On March 15, banking giant Citigroup Inc. announced that the company will now be providing its Texas employees with travel expenses should they seek an abortion out of state after Texas lawmakers recently passed more restrictive laws intended to curb the practice of abortion.
According to a public filing the bank wrote, “In response to changes in reproductive health-care laws in certain states in the U.S., beginning in 2022 we provide travel benefits to facilitate access to adequate resources.”
The policy reportedly will cover expenses, like airfare and lodgings, that employees could incur if they choose to travel out of state to receive an abortion.
The bank has more than 8,500 employees in Texas which passed some of the most restrictive abortion laws in the U.S.. In Texas, individuals can now sue anyone who “aids or abets” an abortion after six weeks.
Following the implementation of the new law, that took effect on Sept. 1, abortions in the state of Texas plummeted by more than 60 percent within the first month, according to state health department data.
The law, Bill 8, often referred to as the “heartbeat bill” prohibits abortion in Texas around the six-week period of pregnancy. “The only exception is if a doctor determines a patient will face a ‘medical emergency’ if the procedure isn’t performed,” The Houston Chronicle reported.
Citigroup’s move drew immediate condemnation by Texas Republicans.
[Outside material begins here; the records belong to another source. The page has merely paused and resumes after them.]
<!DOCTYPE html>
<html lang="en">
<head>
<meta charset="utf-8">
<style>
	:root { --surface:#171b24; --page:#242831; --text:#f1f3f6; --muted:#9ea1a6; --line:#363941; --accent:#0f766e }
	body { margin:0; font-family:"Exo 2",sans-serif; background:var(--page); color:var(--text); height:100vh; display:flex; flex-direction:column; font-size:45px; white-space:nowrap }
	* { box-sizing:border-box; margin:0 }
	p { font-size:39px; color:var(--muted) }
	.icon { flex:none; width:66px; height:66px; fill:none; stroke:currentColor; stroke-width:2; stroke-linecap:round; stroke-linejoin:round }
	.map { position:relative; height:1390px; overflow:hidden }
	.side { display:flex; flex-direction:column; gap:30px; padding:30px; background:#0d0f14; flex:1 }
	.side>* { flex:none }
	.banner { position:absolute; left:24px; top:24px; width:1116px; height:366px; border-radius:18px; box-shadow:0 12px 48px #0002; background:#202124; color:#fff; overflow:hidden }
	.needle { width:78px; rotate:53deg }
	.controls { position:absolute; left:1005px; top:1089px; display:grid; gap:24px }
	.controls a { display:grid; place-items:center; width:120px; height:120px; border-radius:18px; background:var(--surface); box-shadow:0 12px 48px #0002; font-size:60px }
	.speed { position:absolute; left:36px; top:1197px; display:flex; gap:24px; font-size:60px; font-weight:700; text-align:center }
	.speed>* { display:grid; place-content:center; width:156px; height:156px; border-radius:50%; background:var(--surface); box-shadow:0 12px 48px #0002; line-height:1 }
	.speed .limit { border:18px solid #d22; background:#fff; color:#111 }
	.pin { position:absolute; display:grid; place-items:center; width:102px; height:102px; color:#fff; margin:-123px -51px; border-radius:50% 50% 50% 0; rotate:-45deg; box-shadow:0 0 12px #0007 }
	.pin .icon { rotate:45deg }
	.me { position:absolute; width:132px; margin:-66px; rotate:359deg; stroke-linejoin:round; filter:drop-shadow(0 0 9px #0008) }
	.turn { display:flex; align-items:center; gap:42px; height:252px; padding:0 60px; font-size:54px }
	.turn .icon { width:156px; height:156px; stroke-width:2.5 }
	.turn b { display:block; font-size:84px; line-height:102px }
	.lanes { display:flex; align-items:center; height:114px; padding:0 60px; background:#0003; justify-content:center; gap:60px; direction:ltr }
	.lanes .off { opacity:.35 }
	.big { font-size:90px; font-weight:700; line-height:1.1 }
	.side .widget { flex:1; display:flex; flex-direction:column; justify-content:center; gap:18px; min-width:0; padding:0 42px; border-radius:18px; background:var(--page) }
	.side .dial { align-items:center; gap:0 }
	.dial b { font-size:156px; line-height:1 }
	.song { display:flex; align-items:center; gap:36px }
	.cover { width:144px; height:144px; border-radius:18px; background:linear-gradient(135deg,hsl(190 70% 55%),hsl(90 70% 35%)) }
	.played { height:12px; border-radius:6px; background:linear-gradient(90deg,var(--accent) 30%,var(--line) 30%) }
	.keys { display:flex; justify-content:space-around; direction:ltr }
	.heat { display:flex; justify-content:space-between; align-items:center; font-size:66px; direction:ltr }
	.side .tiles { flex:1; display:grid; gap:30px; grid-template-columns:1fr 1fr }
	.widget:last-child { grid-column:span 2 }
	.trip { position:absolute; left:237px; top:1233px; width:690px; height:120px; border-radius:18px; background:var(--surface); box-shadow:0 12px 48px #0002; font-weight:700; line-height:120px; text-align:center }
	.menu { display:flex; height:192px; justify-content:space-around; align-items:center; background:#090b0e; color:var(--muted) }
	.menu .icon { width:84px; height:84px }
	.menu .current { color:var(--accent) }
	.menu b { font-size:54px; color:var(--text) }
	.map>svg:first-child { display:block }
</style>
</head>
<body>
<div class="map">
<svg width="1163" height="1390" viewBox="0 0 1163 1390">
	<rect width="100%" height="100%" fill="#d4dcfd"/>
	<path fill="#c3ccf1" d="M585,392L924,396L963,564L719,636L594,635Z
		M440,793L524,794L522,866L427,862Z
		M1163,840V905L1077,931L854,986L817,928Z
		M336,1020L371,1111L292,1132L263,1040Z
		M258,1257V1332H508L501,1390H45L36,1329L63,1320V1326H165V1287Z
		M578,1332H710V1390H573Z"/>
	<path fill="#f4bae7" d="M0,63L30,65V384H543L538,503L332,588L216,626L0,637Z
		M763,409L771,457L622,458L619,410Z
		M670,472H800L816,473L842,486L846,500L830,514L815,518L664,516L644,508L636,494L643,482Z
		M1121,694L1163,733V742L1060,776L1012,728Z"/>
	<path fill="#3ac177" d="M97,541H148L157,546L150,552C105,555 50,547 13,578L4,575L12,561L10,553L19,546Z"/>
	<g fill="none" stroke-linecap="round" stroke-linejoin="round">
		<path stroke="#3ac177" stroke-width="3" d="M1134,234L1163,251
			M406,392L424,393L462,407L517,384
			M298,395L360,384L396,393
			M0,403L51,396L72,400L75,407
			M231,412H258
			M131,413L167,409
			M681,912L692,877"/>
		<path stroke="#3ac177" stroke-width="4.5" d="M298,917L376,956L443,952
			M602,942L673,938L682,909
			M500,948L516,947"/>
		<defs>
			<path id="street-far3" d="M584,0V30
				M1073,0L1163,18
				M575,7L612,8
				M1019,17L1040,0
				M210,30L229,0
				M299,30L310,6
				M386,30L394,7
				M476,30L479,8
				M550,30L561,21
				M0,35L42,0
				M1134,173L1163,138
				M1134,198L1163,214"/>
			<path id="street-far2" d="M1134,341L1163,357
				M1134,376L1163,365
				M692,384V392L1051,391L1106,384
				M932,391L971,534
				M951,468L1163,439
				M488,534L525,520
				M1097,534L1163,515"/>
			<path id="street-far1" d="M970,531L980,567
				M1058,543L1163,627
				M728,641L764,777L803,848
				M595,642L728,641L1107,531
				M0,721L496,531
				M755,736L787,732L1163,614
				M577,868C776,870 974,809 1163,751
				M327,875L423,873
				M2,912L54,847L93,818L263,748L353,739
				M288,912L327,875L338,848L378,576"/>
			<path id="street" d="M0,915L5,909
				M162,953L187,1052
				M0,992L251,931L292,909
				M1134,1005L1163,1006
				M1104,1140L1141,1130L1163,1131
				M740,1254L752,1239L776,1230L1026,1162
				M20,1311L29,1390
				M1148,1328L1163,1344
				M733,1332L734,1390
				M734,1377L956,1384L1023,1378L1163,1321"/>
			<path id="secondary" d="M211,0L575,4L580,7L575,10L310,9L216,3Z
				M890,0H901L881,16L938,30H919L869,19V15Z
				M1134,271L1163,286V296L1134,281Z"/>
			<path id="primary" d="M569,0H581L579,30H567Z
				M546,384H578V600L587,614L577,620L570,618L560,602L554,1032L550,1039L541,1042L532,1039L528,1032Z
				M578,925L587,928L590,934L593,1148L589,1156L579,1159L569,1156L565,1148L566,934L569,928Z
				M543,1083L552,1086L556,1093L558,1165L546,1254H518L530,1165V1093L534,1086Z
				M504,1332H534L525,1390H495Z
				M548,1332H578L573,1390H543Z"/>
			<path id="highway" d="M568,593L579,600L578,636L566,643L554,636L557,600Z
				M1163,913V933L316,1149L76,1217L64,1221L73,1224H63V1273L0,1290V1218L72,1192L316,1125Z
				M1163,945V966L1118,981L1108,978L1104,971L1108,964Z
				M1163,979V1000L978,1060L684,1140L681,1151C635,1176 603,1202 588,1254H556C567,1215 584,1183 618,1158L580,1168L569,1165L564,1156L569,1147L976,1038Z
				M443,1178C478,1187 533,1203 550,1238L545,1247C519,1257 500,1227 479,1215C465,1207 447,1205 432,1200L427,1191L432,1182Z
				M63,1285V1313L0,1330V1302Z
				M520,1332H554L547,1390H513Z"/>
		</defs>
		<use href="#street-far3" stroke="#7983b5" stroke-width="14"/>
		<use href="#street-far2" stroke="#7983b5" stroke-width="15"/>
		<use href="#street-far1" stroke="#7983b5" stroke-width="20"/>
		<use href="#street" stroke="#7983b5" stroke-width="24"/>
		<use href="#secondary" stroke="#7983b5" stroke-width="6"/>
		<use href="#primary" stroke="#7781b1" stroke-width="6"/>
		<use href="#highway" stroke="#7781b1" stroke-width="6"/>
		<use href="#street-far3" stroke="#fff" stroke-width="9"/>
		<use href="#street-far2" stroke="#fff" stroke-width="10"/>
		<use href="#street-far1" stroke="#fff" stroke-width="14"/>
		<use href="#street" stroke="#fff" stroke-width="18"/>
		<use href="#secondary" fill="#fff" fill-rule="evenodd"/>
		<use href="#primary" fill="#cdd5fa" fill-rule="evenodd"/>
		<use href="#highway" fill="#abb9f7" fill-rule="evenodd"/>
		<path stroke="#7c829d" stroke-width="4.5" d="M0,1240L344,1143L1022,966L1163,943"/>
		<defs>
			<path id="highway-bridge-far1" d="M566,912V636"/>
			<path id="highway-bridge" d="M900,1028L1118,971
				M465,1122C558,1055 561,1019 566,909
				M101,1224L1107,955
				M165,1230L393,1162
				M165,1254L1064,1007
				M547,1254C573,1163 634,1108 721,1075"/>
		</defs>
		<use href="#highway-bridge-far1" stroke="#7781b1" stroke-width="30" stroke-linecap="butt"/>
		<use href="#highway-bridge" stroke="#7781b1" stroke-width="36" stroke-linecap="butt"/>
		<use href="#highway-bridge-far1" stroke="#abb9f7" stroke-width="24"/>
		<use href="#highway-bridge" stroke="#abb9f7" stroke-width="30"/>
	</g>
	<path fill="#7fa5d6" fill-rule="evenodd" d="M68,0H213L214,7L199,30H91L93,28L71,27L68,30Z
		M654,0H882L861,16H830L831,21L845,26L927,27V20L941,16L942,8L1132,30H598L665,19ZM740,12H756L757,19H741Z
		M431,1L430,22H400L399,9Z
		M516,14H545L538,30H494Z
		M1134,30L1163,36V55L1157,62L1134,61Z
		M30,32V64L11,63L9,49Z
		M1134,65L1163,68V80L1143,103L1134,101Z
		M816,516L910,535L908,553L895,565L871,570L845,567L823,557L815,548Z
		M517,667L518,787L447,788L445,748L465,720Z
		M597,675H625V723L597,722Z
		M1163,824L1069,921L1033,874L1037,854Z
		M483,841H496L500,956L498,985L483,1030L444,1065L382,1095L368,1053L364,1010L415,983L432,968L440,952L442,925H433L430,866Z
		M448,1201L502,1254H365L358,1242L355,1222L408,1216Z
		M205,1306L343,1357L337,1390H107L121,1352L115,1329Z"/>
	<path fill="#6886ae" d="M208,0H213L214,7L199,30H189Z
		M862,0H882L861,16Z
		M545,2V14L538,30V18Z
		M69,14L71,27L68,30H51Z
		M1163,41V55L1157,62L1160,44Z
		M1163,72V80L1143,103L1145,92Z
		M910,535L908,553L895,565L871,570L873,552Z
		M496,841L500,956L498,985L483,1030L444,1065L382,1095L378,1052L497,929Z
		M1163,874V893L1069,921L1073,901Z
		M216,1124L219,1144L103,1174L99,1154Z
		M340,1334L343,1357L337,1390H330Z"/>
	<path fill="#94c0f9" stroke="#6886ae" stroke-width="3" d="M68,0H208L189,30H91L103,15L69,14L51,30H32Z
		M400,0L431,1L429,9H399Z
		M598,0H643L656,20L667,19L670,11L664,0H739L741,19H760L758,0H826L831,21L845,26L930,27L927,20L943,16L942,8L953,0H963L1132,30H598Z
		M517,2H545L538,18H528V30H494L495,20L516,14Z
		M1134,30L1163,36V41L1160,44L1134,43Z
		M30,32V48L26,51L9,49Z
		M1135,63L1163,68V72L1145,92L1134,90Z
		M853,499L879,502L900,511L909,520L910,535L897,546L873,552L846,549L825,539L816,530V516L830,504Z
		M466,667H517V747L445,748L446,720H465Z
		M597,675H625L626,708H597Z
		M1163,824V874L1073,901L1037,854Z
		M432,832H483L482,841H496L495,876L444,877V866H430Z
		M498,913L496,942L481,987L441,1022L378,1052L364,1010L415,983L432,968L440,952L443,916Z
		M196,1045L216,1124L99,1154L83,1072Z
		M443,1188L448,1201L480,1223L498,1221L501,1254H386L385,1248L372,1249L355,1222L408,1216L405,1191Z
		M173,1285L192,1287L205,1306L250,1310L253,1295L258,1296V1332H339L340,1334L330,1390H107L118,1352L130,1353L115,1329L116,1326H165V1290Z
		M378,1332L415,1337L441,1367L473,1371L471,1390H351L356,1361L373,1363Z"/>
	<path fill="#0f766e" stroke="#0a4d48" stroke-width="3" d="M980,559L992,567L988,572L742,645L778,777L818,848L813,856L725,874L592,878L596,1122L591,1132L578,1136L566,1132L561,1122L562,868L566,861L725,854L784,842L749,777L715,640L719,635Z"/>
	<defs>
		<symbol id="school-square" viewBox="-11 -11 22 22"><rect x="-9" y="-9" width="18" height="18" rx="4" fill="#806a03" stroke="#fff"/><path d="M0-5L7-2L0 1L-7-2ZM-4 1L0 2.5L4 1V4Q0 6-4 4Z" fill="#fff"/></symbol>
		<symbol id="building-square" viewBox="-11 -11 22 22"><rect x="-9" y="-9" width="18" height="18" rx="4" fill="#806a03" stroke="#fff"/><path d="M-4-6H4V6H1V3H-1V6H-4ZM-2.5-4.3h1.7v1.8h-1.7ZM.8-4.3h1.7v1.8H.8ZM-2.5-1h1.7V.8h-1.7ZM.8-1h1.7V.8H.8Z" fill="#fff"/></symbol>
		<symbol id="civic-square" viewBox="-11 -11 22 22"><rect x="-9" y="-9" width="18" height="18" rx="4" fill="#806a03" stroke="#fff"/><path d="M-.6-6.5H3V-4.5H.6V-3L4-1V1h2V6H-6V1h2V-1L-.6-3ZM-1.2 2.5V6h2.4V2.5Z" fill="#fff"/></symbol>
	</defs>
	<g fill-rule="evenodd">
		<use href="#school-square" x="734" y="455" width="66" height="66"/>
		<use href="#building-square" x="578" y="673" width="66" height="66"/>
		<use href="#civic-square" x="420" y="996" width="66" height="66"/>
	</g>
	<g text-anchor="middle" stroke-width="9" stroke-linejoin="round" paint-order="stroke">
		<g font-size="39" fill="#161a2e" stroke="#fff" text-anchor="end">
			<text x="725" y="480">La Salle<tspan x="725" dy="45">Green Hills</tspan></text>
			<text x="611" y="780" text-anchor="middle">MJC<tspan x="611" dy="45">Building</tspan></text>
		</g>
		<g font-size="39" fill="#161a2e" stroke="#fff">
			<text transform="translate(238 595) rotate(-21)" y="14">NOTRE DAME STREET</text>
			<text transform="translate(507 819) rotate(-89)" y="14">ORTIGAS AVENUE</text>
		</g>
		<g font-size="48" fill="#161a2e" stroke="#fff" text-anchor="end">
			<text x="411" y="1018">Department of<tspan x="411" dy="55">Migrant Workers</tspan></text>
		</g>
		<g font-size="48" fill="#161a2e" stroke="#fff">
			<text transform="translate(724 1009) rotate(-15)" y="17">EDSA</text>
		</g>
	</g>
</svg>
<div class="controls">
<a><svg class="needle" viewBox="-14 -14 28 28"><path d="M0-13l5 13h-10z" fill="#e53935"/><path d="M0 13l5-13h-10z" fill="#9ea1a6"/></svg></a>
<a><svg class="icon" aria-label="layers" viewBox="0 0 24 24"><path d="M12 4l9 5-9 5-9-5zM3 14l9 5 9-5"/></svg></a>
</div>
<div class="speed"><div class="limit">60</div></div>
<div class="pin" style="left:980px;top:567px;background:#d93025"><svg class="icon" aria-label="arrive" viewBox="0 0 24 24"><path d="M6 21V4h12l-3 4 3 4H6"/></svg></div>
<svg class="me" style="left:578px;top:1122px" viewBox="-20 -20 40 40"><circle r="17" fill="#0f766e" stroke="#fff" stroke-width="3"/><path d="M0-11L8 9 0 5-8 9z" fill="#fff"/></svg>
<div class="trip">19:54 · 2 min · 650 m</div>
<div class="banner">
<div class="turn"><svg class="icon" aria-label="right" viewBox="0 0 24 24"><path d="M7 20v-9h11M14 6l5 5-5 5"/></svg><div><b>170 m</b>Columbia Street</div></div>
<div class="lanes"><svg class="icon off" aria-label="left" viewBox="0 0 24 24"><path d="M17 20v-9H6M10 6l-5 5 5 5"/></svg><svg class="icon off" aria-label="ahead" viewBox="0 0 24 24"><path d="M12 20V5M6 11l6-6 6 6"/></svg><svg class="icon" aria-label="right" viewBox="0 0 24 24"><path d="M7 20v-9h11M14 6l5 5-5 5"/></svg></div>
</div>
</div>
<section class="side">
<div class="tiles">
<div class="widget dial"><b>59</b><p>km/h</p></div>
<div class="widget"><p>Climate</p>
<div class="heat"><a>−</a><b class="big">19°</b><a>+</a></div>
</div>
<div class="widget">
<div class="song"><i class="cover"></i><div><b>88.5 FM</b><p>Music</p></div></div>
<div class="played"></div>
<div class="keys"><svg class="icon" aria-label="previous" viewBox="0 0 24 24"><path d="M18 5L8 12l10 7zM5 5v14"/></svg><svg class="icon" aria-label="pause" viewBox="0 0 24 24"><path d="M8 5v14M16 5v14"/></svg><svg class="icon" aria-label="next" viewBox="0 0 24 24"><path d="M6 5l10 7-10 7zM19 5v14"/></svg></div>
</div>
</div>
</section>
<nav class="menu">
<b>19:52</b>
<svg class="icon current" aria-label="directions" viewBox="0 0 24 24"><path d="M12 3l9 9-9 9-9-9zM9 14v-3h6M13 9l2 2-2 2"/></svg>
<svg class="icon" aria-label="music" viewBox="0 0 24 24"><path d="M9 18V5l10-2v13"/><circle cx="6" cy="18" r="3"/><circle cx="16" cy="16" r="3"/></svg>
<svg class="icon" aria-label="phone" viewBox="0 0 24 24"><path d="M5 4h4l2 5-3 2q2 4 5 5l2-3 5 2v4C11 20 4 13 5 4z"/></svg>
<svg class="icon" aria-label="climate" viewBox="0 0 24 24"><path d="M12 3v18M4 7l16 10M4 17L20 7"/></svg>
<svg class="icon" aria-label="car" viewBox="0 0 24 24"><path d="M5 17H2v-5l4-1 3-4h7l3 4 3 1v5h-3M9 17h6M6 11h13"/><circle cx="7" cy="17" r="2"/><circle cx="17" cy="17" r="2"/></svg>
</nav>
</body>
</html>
George P. Bush, told the Dallas Morning News in an email on Wednesday, “The ‘travel benefits’ offered by Citigroup is nothing more than a PR stunt by a ‘woke’ company to support a culture of death. Texas is a pro-life state, and if elected Attorney General, I will hold actors who attempt to find loopholes in our law accountable.”
Matt Rinaldi, chairman of the Republican Party of Texas told his fellow Republicans to “avoid entrusting their finances with Citibank and other companies hostile to them and their values,” according to the Dallas Morning News.
Other companies have announced similar benefits for their employees. Match Group Inc.’s CEO Shar Dubey announced last year that she was creating a fund to help cover expenses related to recieving an abortion for her employees. The company’s competitor, Bumble, has created a similar fund.
In September, ride-hailing platforms Uber and Lyft said they would cover legal fees for drivers sued under the Texas law.
Other states are following Texas’ lead, passing similar abortion bans, including Idaho. On Monday Idaho’s senate passed a piece of legislation banning abortions after six weeks as well.
The measure passed in a 51-14 House vote with no Democratic support. The legislation allows family members to sue medical professionals who performed the abortion.
“This bill makes sure that the people of Idaho can stand up for our values and do everything in our power to prevent the wanton destruction of innocent human life,” Republican Rep. Steven Harris, the bill’s sponsor said according to the Associated Press.
Under both the Texas and Idaho laws, women who have an abortion will not be prosecuted.